## [WHAT IS EXPECTED]
Whenever a line of the data below holds the string "list", copy that line.

(Data entries)
━━━━━━━━━━━━━━━━

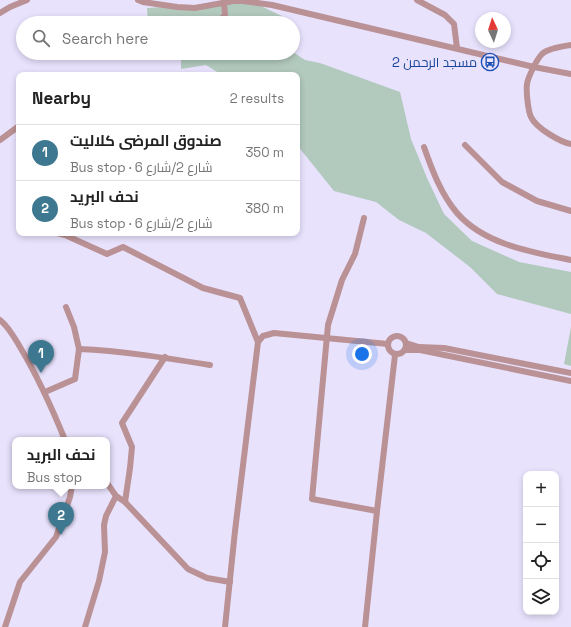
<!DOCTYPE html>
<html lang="en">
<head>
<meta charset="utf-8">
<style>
  :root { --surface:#fff; --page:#f2f2f2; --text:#222; --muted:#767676; --line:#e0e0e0; --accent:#3d7890 }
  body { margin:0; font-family:"Space Grotesk",Cairo,sans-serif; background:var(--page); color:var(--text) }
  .controls { position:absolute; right:12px; bottom:12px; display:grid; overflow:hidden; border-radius:8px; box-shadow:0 2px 6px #0003 }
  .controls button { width:36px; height:36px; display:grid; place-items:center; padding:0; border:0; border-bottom:1px solid var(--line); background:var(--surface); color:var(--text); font:20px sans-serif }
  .compass { position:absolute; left:475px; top:12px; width:36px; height:36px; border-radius:50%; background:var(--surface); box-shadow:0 2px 6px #0003; rotate:356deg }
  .you { position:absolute; left:362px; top:354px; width:14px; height:14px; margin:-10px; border:3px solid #fff; border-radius:50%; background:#1a73e8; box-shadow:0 0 0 6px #1a73e833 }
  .badge { display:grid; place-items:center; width:26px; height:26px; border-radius:50%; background:var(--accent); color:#fff; font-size:13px; font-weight:700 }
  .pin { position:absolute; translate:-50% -33px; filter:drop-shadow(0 1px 2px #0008) }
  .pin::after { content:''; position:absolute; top:21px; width:14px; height:12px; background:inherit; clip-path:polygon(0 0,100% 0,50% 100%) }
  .popup { position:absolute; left:12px; top:437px; width:98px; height:52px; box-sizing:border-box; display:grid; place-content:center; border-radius:8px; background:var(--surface); filter:drop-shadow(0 1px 3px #0005); font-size:13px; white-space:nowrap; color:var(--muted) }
  .popup b { font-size:15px; color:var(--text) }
  .popup::after { content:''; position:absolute; left:50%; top:100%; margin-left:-8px; border:8px solid transparent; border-top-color:var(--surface) }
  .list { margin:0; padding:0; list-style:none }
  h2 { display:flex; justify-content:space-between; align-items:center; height:52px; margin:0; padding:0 16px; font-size:17px }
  h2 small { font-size:13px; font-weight:400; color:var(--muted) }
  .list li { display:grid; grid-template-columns:26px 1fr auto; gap:12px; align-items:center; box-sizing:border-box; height:56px; padding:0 16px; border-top:1px solid var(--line) }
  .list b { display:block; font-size:15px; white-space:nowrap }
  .list p { margin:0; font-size:13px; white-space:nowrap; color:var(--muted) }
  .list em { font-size:13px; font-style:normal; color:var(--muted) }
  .icon { flex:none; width:22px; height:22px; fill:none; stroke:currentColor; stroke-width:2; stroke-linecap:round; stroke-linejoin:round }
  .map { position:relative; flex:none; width:571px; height:627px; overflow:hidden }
  .search { position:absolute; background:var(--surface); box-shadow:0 2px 6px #0003; left:16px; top:16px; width:284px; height:44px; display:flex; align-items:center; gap:10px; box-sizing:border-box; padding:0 14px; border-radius:22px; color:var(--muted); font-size:15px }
  .panel { position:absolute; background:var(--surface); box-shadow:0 2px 6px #0003; left:16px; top:72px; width:284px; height:164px; border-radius:8px }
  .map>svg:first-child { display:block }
  .green { fill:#b2c9bd }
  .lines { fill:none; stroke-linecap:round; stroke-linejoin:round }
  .minor { stroke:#ba9194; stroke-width:6 }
  .labels { text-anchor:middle; stroke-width:3.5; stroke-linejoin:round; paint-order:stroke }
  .transit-label { font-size:13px; fill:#164399; stroke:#e8e2fd; text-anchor:end }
</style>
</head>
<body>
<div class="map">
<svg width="571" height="627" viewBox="0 0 571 627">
  <rect width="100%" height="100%" fill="#e8e2fd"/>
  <!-- green -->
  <g class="green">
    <path d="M233,0H248L282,16L279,23H148L147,8L195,5Z"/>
    <path d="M293,52L305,60L320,63L400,92L411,139L427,178L444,214L472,241L519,262L571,272V314L497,294L470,267L426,233L399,220L376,202L334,191L297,145V75H222L206,65L181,69V53Z"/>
    <path d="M571,327V366L564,364Z"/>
  </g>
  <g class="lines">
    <!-- minor -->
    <g class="minor">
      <path d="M138,0L143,2L177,7L195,8L233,1H243L272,5L534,67L571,74"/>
      <path d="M417,0L445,15L454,24L457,48"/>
      <path d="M0,13L10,7L27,0"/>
      <path d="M156,20L185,21L219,20L222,18L225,15L224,3"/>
      <path d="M571,45C564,46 547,49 542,54C537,59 528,77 527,84C526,91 528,111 531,117C536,128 560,142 571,144"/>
      <path d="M0,140L19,126"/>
      <path d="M465,145L502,182L537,201L571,211"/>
      <path d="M424,147C432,170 441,194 457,213C485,245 532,252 571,260"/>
      <path d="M364,218L355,254L342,280L328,325L312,499L377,511"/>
      <path d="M57,233L65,235L107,254L123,247L203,288L240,298L258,342"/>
      <path d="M0,320C9,327 14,337 20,347C38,377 52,408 65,440"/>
      <circle cx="397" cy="345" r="9"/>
      <path d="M406,343L422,348"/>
      <path d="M419,347L444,348L571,373"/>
      <path d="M79,349C123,351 166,358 210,365"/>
      <path d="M405,350H420L571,381"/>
      <path d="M45,392L75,379L79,349L74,327L66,307"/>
      <path d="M107,483L116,496L125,502L188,569L207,578L230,582"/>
      <path d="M125,502L130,468L132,447L122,423L165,357"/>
      <path d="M5,627L20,582L56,537L70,497L72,486"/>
      <path d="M85,627L99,581L105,552L104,525L106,516L116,496"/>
      <path d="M225,627L235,531L258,342L263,336L274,333L388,344"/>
      <path d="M365,627L377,511L395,355"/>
    </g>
  </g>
  <!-- icons -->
  <defs>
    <symbol id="bus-ring" viewBox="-11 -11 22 22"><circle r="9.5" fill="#e8e2fd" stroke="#1a4fb4" stroke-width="1.5"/><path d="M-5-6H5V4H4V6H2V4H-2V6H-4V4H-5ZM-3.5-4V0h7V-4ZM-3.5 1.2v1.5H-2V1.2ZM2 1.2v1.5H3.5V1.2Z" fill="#1a4fb4"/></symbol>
  </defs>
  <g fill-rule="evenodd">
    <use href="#bus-ring" x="480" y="52" width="20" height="20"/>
  </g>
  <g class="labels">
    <!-- transit labels -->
    <g class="transit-label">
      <text x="477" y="67">مسجد الرحمن 2</text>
    </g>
  </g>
</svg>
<div class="controls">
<button>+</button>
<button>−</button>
<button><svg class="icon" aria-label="locate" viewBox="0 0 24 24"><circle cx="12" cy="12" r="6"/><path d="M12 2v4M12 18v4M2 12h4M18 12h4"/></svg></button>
<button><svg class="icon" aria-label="layers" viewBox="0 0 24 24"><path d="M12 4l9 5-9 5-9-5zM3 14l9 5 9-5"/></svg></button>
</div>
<svg class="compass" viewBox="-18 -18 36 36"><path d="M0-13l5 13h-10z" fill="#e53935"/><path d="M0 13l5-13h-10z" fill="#767676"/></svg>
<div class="you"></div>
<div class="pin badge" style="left:41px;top:373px">1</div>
<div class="pin badge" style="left:61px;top:535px">2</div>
<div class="popup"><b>نحف البريد</b>Bus stop</div>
<div class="search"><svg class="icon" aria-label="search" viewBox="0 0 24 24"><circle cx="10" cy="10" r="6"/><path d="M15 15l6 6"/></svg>Search here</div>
<section class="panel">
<h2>Nearby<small>2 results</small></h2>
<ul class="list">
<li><span class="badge">1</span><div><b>صندوق المرضى كلاليت</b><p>Bus stop · شارع 2/شارع 6</p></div><em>350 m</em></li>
<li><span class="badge">2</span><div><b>نحف البريد</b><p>Bus stop · شارع 2/شارع 6</p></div><em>380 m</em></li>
</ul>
</section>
</div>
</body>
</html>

━━━━━━━━━━━━━━━━

## [RESPONSE BELOW]
  .list { margin:0; padding:0; list-style:none }
  .list li { display:grid; grid-template-columns:26px 1fr auto; gap:12px; align-items:center; box-sizing:border-box; height:56px; padding:0 16px; border-top:1px solid var(--line) }
  .list b { display:block; font-size:15px; white-space:nowrap }
  .list p { margin:0; font-size:13px; white-space:nowrap; color:var(--muted) }
  .list em { font-size:13px; font-style:normal; color:var(--muted) }
<ul class="list">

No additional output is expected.